A maioria de nós aproveita períodos de recesso e férias para dar uma leve organizada na papelada, documentos e arquivos em geral. Ninguém gosta dessa tarefa, pois no final de algumas horas sempre dá a impressão que não adiantou nada e continuamos não achando quando precisamos, não é mesmo? Se, em geral, somos assim em casa, que dirá os documentos na empresa?

Legado não é largado. Que tal abraçar essa causa e arregaçar as mangas? Convivemos com um passado híbrido: papel e digital e um presente um pouco mais digital, mas muito em papel ainda por conta principalmente de processos que se mantêm burocráticos e insegurança nas políticas de armazenamento e eliminação de documentos digitais. Melhor guardar TUDO! Vai que……

Com o desenvolvimento tecnológico, a memória deixou de ser o problema financeiro. Vamos acumulando bits e bytes e agregando a memória ou substituindo as máquinas. Mas, e esse legado que vai ficando para trás? Você se preocupa em migrar também ou ele vai sendo armazenado em mídias da época e vai sendo esquecido em alguma gaveta na área de TI/Informática ? Já vi situações onde o sócio levava o HD todo o dia para a casa e outras onde o cofre com backup ficava na própria sede da empresa. Será que não falta governança de informação, políticas e procedimentos em relação ao estoque informacional?
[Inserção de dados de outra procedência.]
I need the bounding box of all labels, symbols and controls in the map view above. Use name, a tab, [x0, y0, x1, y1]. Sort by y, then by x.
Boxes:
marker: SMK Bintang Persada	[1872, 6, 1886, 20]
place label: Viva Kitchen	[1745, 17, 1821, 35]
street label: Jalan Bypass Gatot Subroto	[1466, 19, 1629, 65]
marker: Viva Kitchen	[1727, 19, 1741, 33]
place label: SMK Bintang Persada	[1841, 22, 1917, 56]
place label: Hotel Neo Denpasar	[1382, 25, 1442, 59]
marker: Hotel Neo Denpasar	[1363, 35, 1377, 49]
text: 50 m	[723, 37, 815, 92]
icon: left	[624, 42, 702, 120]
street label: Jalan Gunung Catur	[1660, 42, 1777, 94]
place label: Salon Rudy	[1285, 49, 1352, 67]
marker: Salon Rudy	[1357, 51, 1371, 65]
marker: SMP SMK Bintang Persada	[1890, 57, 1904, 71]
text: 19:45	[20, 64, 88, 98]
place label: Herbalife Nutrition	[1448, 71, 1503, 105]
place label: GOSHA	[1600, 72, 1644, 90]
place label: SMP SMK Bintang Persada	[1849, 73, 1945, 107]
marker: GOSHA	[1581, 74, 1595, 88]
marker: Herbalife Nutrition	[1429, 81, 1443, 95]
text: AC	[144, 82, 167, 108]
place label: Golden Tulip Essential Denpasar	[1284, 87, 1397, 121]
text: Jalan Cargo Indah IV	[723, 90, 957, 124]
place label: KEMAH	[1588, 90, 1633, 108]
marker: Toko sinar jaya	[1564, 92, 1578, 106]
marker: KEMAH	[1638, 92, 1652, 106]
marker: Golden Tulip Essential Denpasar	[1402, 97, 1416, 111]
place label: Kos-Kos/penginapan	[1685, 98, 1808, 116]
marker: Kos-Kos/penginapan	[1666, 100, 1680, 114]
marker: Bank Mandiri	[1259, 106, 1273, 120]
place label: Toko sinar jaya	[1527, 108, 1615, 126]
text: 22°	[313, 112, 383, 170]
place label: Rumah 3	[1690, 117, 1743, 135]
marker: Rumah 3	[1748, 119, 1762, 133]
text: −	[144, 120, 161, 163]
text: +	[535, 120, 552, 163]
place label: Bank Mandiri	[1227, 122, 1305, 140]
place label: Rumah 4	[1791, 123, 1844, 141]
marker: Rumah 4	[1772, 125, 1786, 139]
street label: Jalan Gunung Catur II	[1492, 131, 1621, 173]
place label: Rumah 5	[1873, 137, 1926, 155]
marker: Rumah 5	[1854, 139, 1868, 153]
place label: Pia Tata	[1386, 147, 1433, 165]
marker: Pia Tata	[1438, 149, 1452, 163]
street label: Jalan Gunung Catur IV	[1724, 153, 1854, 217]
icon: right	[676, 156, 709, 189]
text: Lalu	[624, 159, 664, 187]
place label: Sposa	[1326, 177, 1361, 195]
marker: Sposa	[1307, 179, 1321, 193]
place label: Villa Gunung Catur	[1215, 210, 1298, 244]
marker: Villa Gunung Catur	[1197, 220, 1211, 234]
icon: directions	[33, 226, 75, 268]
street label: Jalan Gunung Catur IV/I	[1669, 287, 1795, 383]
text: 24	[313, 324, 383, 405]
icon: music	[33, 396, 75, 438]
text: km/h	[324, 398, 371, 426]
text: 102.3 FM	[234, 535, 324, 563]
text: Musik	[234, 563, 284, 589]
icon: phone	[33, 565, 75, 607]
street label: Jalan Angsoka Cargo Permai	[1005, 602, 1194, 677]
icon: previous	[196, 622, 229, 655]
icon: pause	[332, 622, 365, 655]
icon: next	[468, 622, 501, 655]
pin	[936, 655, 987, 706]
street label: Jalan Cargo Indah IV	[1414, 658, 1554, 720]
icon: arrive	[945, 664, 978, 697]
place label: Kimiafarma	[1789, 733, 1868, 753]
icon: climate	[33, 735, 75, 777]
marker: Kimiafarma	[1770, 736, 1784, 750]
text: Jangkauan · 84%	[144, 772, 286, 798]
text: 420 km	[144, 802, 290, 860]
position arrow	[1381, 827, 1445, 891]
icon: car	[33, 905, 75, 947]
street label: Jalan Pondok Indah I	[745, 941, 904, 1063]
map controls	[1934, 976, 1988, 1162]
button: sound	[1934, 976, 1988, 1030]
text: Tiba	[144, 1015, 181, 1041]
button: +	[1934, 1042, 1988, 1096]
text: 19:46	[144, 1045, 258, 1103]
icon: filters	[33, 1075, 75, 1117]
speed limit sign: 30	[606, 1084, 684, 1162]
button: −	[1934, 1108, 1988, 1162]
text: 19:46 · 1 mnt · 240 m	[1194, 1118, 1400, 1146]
Isso não é um problema para você? OK, espaço, digital e virtual realmente não são caros. Afinal, para que existem as nuvens? Caro é o tempo que você perde procurando, a baixa produtividade, o retrabalho, o risco de multas, a perda da memória organizacional e a impossibilidade de trabalhar com a inteligência organizacional, pois a informação não está estruturada. 

E aí? Como lidar com esse legado? É lixo físico nas gavetas  e lixo digital em toda pasta eletrônica que você abre . É memória? É lixo mesmo? Preciso guardar por quanto tempo? Essa última pergunta é a que faz você decidir não jogar nada fora, não é mesmo? Provavelmente seu critério é o tempo. Vamos eliminar os emails de 5 anos para trás! Ou: Vamos guardar os documentos físicos em uma empresa de guarda-volume que irá digitalizá-los e nos enviar por email quando precisarmos (se eles encontrarem!).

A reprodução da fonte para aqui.